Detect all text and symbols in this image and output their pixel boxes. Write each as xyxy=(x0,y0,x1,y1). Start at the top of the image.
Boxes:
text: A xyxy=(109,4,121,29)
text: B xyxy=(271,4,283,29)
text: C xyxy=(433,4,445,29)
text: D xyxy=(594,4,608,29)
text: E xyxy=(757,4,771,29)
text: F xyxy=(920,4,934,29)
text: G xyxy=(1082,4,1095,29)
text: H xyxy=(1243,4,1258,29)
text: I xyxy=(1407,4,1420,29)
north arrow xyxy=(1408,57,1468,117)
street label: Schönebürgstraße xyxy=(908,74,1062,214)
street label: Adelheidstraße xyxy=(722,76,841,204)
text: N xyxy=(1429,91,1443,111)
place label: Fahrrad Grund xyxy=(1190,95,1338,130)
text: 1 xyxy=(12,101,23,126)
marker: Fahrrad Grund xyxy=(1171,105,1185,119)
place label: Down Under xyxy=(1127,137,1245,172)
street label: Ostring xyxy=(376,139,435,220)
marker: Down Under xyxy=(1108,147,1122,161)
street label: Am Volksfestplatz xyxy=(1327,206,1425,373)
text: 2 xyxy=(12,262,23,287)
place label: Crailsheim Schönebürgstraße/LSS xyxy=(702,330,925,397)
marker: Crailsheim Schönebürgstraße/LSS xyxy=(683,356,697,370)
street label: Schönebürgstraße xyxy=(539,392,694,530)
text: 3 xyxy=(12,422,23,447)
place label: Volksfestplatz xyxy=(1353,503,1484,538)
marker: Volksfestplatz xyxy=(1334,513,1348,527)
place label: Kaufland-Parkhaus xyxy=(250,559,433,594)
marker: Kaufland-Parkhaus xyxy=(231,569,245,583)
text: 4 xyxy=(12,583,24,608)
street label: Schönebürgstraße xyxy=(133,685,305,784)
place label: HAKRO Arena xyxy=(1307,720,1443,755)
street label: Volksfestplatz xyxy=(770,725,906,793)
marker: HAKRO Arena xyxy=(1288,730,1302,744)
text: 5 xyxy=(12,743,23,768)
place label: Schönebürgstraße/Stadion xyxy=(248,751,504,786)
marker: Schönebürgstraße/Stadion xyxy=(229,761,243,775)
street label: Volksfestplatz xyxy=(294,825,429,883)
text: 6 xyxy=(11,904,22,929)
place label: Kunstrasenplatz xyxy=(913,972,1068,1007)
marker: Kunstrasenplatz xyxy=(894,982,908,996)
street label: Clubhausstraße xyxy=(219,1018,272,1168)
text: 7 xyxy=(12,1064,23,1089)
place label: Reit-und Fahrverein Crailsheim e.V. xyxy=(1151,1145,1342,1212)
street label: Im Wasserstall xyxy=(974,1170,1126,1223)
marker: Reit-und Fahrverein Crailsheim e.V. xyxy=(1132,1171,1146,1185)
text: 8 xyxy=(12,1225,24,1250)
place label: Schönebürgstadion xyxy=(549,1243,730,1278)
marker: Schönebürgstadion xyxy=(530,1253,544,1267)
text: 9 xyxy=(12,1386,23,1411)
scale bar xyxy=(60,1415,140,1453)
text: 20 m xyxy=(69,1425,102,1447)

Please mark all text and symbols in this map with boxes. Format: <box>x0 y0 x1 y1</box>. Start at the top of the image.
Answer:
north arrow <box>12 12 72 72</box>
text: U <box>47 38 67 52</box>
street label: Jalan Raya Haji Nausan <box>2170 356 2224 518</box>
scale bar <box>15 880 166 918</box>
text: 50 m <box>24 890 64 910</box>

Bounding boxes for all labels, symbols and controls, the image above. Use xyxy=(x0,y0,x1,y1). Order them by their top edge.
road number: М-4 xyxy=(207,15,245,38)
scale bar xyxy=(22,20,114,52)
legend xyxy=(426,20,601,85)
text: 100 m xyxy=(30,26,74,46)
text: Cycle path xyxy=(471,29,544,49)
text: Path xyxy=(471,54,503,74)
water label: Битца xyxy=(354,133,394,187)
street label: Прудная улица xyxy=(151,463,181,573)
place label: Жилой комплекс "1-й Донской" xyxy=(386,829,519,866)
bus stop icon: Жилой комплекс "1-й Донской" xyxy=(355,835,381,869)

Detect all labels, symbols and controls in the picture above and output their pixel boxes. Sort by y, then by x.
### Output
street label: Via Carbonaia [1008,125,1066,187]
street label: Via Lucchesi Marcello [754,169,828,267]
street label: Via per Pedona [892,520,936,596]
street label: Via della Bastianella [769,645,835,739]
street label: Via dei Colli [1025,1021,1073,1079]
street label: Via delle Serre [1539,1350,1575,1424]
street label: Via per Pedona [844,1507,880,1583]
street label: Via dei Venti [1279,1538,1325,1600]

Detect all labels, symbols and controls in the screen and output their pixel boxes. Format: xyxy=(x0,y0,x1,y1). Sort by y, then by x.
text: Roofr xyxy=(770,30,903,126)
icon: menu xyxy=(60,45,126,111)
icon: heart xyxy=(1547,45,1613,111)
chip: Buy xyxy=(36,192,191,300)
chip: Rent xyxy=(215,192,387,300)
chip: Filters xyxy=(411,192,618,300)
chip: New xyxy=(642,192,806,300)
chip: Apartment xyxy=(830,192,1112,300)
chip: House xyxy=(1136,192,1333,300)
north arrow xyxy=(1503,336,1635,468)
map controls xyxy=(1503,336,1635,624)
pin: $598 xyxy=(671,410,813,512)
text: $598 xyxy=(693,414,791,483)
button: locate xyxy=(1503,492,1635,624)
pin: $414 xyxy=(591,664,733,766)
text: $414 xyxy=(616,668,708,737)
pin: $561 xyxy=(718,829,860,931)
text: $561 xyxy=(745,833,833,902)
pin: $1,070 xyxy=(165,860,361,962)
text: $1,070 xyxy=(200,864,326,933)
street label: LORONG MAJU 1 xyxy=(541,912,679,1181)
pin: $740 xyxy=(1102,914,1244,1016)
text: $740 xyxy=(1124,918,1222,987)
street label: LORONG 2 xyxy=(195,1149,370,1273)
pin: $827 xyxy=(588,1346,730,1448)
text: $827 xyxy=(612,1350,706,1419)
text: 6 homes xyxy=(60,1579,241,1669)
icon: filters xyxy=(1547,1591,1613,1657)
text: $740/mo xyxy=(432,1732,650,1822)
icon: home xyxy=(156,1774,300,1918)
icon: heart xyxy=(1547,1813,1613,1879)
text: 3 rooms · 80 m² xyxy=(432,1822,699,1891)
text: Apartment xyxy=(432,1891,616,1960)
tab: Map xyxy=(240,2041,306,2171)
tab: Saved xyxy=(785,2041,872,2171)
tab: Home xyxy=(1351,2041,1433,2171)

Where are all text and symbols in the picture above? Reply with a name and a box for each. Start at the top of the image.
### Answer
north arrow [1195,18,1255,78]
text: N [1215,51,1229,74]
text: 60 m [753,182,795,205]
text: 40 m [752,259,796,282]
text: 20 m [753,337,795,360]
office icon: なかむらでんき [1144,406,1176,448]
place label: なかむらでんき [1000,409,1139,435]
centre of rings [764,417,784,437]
────────────────────────────────────────
About this exercise >> Each line of the material above must be retyped precisely.

Result of this task >>
Detect all text and symbols in this image and output their pixel boxes. Write each as xyxy=(x0,y0,x1,y1). Start at the top of the image.
Boxes:
text: A xyxy=(109,4,121,29)
text: B xyxy=(271,4,283,29)
text: C xyxy=(433,4,445,29)
text: D xyxy=(594,4,608,29)
text: E xyxy=(757,4,771,29)
text: F xyxy=(920,4,934,29)
text: G xyxy=(1082,4,1095,29)
text: H xyxy=(1243,4,1258,29)
text: I xyxy=(1407,4,1420,29)
north arrow xyxy=(1408,57,1468,117)
street label: Schönebürgstraße xyxy=(908,74,1062,214)
street label: Adelheidstraße xyxy=(722,76,841,204)
text: N xyxy=(1429,91,1443,111)
place label: Fahrrad Grund xyxy=(1190,95,1338,130)
text: 1 xyxy=(12,101,23,126)
marker: Fahrrad Grund xyxy=(1171,105,1185,119)
place label: Down Under xyxy=(1127,137,1245,172)
street label: Ostring xyxy=(376,139,435,220)
marker: Down Under xyxy=(1108,147,1122,161)
street label: Am Volksfestplatz xyxy=(1327,206,1425,373)
text: 2 xyxy=(12,262,23,287)
place label: Crailsheim Schönebürgstraße/LSS xyxy=(702,330,925,397)
marker: Crailsheim Schönebürgstraße/LSS xyxy=(683,356,697,370)
street label: Schönebürgstraße xyxy=(539,392,694,530)
text: 3 xyxy=(12,422,23,447)
place label: Volksfestplatz xyxy=(1353,503,1484,538)
marker: Volksfestplatz xyxy=(1334,513,1348,527)
place label: Kaufland-Parkhaus xyxy=(250,559,433,594)
marker: Kaufland-Parkhaus xyxy=(231,569,245,583)
text: 4 xyxy=(12,583,24,608)
street label: Schönebürgstraße xyxy=(133,685,305,784)
place label: HAKRO Arena xyxy=(1307,720,1443,755)
street label: Volksfestplatz xyxy=(770,725,906,793)
marker: HAKRO Arena xyxy=(1288,730,1302,744)
text: 5 xyxy=(12,743,23,768)
place label: Schönebürgstraße/Stadion xyxy=(248,751,504,786)
marker: Schönebürgstraße/Stadion xyxy=(229,761,243,775)
street label: Volksfestplatz xyxy=(294,825,429,883)
text: 6 xyxy=(11,904,22,929)
place label: Kunstrasenplatz xyxy=(913,972,1068,1007)
marker: Kunstrasenplatz xyxy=(894,982,908,996)
street label: Clubhausstraße xyxy=(219,1018,272,1168)
text: 7 xyxy=(12,1064,23,1089)
place label: Reit-und Fahrverein Crailsheim e.V. xyxy=(1151,1145,1342,1212)
street label: Im Wasserstall xyxy=(974,1170,1126,1223)
marker: Reit-und Fahrverein Crailsheim e.V. xyxy=(1132,1171,1146,1185)
text: 8 xyxy=(12,1225,24,1250)
place label: Schönebürgstadion xyxy=(549,1243,730,1278)
marker: Schönebürgstadion xyxy=(530,1253,544,1267)
text: 9 xyxy=(12,1386,23,1411)
scale bar xyxy=(60,1415,140,1453)
text: 20 m xyxy=(69,1425,102,1447)

Please mark all text and symbols in this map with boxes. Format: <box>x0 y0 x1 y1</box>. Start at the top of the image.
Answer:
north arrow <box>12 12 72 72</box>
text: U <box>47 38 67 52</box>
street label: Jalan Raya Haji Nausan <box>2170 356 2224 518</box>
scale bar <box>15 880 166 918</box>
text: 50 m <box>24 890 64 910</box>

Bounding boxes for all labels, symbols and controls, the image above. Use xyxy=(x0,y0,x1,y1). Order them by their top edge.
road number: М-4 xyxy=(207,15,245,38)
scale bar xyxy=(22,20,114,52)
legend xyxy=(426,20,601,85)
text: 100 m xyxy=(30,26,74,46)
text: Cycle path xyxy=(471,29,544,49)
text: Path xyxy=(471,54,503,74)
water label: Битца xyxy=(354,133,394,187)
street label: Прудная улица xyxy=(151,463,181,573)
place label: Жилой комплекс "1-й Донской" xyxy=(386,829,519,866)
bus stop icon: Жилой комплекс "1-й Донской" xyxy=(355,835,381,869)

Detect all labels, symbols and controls in the picture above and output their pixel boxes. Sort by y, then by x.
### Output
street label: Via Carbonaia [1008,125,1066,187]
street label: Via Lucchesi Marcello [754,169,828,267]
street label: Via per Pedona [892,520,936,596]
street label: Via della Bastianella [769,645,835,739]
street label: Via dei Colli [1025,1021,1073,1079]
street label: Via delle Serre [1539,1350,1575,1424]
street label: Via per Pedona [844,1507,880,1583]
street label: Via dei Venti [1279,1538,1325,1600]

Detect all labels, symbols and controls in the screen and output their pixel boxes. Format: xyxy=(x0,y0,x1,y1). Sort by y, then by x.
text: Roofr xyxy=(770,30,903,126)
icon: menu xyxy=(60,45,126,111)
icon: heart xyxy=(1547,45,1613,111)
chip: Buy xyxy=(36,192,191,300)
chip: Rent xyxy=(215,192,387,300)
chip: Filters xyxy=(411,192,618,300)
chip: New xyxy=(642,192,806,300)
chip: Apartment xyxy=(830,192,1112,300)
chip: House xyxy=(1136,192,1333,300)
north arrow xyxy=(1503,336,1635,468)
map controls xyxy=(1503,336,1635,624)
pin: $598 xyxy=(671,410,813,512)
text: $598 xyxy=(693,414,791,483)
button: locate xyxy=(1503,492,1635,624)
pin: $414 xyxy=(591,664,733,766)
text: $414 xyxy=(616,668,708,737)
pin: $561 xyxy=(718,829,860,931)
text: $561 xyxy=(745,833,833,902)
pin: $1,070 xyxy=(165,860,361,962)
text: $1,070 xyxy=(200,864,326,933)
street label: LORONG MAJU 1 xyxy=(541,912,679,1181)
pin: $740 xyxy=(1102,914,1244,1016)
text: $740 xyxy=(1124,918,1222,987)
street label: LORONG 2 xyxy=(195,1149,370,1273)
pin: $827 xyxy=(588,1346,730,1448)
text: $827 xyxy=(612,1350,706,1419)
text: 6 homes xyxy=(60,1579,241,1669)
icon: filters xyxy=(1547,1591,1613,1657)
text: $740/mo xyxy=(432,1732,650,1822)
icon: home xyxy=(156,1774,300,1918)
icon: heart xyxy=(1547,1813,1613,1879)
text: 3 rooms · 80 m² xyxy=(432,1822,699,1891)
text: Apartment xyxy=(432,1891,616,1960)
tab: Map xyxy=(240,2041,306,2171)
tab: Saved xyxy=(785,2041,872,2171)
tab: Home xyxy=(1351,2041,1433,2171)

Where are all text and symbols in the picture above? Reply with a name and a box for each. Start at the top of the image.
### Answer
north arrow [1195,18,1255,78]
text: N [1215,51,1229,74]
text: 60 m [753,182,795,205]
text: 40 m [752,259,796,282]
text: 20 m [753,337,795,360]
office icon: なかむらでんき [1144,406,1176,448]
place label: なかむらでんき [1000,409,1139,435]
centre of rings [764,417,784,437]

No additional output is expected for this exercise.